Functioning in this way as a token of memory, education is both a form of preservation and a tool of psychological reconstruction of the once-flourishing Gaza.

“Education stability is the cornerstone of stability,” Sherin told us. “It's the memory of stability. It's escape from death, and is sensed.”

The stability of education also comes from its indestructibility. As the Israeli state razes Palestinian homes, schools, aid sites, hospitals, libraries, museums, businesses, and houses of worship to the ground, education prevails as one of the few things of which Palestinians cannot be deprived.

One Palestinian doctoral student told Abu-Zahra that a doctorate is something no one can take away.

“He was comparing the doctorate and academic accomplishments to land, to homes, to agriculture, to the place [he] grew up, to [his] ancestors—everything that they're attached to,” Abu-Zahra recalled. “Palestinians, as a people dispossessed, seek academic qualifications because they recognize that that cannot be dispossessed, that cannot be expropriated.”

Canada has everything to gain from Palestinian students. They have been accepted to the most competitive programs around the country in medicinal chemistry, mathematical cryptography, biotechnology, and civil engineering, to name only a few. Their merit shines irrefutably even after every university that once fostered it has long been reduced to rubble.

“These students are very high-achieving,” El-Fassou said. “They would be amazing. They would contribute greatly to the Canadian academic community. And we're really missing out on that.”

Part 3: What can be done; what must be done:

“What gives me hope is knowing that this is not an impossible problem to solve,” Majd told us—and it’s true.

Universities hold the power of advocacy, and a collective influence greater than the sum of their parts. “Universities are like individuals,” Abu-Zahra said. “When they act individually, they have individual power. When they act collectively, they have collective power.” Support from organizations like PSSAR, testimony before Parliament, and acts of solidarity like the McGill Association of University Teachers (MAUT)’s historic resolution to boycott Israel, economize on this influence—and must continue to do so.

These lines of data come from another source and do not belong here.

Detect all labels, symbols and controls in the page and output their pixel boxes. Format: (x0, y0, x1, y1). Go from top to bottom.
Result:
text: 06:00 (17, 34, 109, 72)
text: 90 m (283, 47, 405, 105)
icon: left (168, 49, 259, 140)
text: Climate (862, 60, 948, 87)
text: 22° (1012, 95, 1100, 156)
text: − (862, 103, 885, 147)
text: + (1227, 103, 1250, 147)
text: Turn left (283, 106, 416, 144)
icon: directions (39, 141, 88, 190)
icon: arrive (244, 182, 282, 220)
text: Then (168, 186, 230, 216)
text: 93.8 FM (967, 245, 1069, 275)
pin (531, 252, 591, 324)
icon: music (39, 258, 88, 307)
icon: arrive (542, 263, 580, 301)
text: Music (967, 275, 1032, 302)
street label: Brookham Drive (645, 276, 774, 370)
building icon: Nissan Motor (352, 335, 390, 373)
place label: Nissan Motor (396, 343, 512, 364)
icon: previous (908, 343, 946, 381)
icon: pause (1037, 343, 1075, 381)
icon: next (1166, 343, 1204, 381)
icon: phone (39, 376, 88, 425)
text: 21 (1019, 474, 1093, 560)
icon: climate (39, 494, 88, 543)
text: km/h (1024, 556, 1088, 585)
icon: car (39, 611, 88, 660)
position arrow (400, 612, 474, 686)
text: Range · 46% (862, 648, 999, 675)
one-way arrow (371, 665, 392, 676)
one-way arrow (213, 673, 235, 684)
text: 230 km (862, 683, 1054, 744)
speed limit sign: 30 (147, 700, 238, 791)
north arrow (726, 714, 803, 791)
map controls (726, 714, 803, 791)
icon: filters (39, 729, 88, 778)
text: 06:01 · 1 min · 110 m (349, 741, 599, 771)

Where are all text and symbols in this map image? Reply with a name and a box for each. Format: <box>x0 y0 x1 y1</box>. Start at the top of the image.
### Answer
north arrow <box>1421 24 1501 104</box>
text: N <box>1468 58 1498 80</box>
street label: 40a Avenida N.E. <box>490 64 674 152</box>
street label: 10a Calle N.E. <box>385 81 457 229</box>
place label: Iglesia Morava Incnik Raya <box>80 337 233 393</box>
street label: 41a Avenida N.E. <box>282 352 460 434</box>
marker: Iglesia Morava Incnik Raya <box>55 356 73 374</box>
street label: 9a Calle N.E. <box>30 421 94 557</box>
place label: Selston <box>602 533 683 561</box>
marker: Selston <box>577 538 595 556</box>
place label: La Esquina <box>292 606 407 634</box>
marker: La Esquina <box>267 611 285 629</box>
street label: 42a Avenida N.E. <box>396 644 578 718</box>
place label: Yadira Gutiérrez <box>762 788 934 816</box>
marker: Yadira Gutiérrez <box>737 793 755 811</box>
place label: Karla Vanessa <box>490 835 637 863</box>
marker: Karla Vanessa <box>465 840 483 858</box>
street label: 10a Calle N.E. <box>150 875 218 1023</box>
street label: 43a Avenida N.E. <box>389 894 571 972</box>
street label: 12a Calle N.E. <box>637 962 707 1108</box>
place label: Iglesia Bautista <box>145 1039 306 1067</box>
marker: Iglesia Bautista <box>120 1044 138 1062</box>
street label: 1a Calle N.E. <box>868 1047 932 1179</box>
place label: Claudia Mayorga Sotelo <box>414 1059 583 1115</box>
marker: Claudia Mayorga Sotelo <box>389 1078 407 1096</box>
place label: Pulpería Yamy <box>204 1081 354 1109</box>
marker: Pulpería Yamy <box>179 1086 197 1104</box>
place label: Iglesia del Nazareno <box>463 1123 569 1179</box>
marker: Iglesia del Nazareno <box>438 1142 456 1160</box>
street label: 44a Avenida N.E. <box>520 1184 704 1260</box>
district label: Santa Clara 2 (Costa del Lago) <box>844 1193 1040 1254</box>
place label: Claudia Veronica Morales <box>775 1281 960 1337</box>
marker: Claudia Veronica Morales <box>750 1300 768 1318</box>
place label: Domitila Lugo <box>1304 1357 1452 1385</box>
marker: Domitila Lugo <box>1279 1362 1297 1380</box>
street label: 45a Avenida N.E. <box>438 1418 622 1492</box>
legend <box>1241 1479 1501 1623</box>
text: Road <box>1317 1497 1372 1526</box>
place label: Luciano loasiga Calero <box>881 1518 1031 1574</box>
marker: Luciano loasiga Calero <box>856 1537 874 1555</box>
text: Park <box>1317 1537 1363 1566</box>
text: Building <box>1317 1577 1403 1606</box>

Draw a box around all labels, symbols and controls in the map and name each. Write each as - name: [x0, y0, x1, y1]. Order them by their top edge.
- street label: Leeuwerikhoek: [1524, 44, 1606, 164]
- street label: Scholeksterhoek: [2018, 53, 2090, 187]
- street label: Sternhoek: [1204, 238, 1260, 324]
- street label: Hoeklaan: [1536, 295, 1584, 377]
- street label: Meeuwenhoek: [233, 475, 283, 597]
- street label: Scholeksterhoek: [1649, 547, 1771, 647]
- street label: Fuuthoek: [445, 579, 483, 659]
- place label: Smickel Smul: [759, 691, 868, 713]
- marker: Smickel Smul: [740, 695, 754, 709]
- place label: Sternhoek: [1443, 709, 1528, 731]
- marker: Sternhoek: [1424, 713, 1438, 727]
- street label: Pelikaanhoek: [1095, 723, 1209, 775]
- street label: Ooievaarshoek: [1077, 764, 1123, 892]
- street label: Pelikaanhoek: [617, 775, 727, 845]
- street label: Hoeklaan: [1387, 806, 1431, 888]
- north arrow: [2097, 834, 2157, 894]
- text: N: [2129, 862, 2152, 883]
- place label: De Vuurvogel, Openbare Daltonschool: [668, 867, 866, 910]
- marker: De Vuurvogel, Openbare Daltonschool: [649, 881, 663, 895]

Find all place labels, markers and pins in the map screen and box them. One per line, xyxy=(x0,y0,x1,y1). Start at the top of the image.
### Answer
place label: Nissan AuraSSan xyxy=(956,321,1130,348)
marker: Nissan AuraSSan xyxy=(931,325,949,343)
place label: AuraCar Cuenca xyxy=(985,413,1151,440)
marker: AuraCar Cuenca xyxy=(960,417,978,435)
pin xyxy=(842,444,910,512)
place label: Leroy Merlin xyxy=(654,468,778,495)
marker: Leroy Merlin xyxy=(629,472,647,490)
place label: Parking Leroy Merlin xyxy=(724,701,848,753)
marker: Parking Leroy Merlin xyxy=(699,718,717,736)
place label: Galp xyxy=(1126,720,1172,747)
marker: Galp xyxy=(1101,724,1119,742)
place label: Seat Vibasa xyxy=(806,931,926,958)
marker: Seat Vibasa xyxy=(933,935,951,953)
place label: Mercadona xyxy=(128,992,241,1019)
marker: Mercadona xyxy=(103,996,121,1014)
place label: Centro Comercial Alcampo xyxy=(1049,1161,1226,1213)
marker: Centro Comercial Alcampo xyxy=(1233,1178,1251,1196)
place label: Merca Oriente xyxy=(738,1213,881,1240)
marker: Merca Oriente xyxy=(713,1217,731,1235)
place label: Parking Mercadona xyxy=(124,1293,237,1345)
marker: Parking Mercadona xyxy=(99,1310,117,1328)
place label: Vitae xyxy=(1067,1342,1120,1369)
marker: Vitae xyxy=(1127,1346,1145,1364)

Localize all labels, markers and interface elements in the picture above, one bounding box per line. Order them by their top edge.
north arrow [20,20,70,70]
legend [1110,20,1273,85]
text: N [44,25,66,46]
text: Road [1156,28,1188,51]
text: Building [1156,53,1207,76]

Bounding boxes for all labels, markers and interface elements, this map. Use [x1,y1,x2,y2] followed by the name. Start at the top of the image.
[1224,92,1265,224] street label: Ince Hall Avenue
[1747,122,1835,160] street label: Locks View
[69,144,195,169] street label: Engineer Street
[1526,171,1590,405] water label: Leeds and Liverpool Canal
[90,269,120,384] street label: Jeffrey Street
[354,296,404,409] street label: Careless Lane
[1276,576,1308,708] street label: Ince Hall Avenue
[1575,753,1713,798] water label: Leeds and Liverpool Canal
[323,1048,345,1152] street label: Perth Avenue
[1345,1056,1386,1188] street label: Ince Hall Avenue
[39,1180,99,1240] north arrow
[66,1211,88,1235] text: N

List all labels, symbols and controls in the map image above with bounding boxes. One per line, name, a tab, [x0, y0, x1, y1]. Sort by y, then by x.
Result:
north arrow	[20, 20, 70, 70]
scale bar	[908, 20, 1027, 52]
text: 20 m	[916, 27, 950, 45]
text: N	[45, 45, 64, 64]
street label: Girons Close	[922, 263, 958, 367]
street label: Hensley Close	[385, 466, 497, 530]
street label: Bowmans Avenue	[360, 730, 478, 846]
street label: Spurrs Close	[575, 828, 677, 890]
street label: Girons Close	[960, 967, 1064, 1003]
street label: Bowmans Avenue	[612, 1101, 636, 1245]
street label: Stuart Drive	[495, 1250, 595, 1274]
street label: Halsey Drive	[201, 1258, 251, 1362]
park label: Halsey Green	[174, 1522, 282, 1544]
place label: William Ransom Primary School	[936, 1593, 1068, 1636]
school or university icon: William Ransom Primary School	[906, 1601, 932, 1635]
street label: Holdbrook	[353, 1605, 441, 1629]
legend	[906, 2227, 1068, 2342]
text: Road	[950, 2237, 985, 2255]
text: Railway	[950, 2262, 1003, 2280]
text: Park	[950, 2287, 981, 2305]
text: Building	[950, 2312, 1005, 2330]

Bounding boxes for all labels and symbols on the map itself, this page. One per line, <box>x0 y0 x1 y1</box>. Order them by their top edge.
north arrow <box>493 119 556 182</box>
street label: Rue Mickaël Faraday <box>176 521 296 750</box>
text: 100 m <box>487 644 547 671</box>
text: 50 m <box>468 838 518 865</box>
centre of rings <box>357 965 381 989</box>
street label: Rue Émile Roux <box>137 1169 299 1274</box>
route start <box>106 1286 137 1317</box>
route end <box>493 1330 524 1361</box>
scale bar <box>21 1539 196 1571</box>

Image 4 But the academy’s power is limited. It is the IRCC and the Canadian government that have the direct power to facilitate Palestinian students’ evacuation to third countries to obtain biometrics—as many other countries have already done. This year, the United Kingdom evacuated 34 Palestinian students, Ireland evacuated more than 60, and France evacuated over 100. “Their actions prove that with political will, a pathway can be created,” Majd said.

“I am very hopeful that the government will change,” El-Fassou told us, “because if they don't, we will be on the wrong side of history.”

The Canadian government has not been straight-jacketed into quiescence. Today, it could choose to welcome to its universities some of the finest scholars in the world, to foster expertise capable of saving lives, and to be part of the psychological reconstruction and infrastructure of hope for a place razed to the ground by an apartheid state. And if not today, it could choose again tomorrow.

“Without this kind of intervention,” Majd explained, “my application and my future at McGill remain in limbo, despite everything else I have done to make this happen.”

“Once [Palestinian students] get here, they can flourish and they can thrive,” Abu-Zahra said. “But they're starving at the moment. Two of the 70 people accepted into universities have been killed. I don't know if Canada's waiting for the other 68 to die or be killed.”

“We are not asking for the impossible,” Majd said. “We are asking for what has been shown to be possible.”